Stored data:
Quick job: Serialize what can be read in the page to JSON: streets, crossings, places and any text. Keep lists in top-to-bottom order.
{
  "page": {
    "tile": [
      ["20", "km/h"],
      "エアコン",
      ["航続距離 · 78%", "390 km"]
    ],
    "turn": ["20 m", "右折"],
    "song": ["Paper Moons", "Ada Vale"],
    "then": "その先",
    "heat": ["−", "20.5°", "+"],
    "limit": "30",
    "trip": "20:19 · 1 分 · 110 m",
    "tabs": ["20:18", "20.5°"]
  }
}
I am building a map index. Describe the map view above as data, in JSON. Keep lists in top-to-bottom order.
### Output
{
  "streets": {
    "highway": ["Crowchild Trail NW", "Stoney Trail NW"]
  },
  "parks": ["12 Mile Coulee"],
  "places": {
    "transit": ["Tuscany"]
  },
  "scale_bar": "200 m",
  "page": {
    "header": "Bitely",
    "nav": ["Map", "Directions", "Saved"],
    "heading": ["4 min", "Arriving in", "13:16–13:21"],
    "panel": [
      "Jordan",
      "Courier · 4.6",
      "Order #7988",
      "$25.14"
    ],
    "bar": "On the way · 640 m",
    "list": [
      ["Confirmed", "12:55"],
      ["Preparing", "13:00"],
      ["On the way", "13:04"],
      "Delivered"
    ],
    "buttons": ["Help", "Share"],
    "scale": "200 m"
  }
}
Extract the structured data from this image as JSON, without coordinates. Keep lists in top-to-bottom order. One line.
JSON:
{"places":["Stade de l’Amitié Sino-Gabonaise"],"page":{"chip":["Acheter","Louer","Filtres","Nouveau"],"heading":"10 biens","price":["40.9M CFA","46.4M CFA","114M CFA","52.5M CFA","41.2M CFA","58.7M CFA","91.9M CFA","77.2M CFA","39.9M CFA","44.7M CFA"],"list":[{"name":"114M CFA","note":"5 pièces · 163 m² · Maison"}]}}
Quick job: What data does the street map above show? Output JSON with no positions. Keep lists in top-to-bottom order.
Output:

Work item:
Nothing should be returned except the lines from the one containing "Extract the structured" through the last line of the data, each restated word for word.

Task solution:
Extract the structured data from this image as JSON, without coordinates. Keep lists in top-to-bottom order. One line.
JSON:
{"places":["Stade de l’Amitié Sino-Gabonaise"],"page":{"chip":["Acheter","Louer","Filtres","Nouveau"],"heading":"10 biens","price":["40.9M CFA","46.4M CFA","114M CFA","52.5M CFA","41.2M CFA","58.7M CFA","91.9M CFA","77.2M CFA","39.9M CFA","44.7M CFA"],"list":[{"name":"114M CFA","note":"5 pièces · 163 m² · Maison"}]}}
Quick job: What data does the street map above show? Output JSON with no positions. Keep lists in top-to-bottom order.
Output:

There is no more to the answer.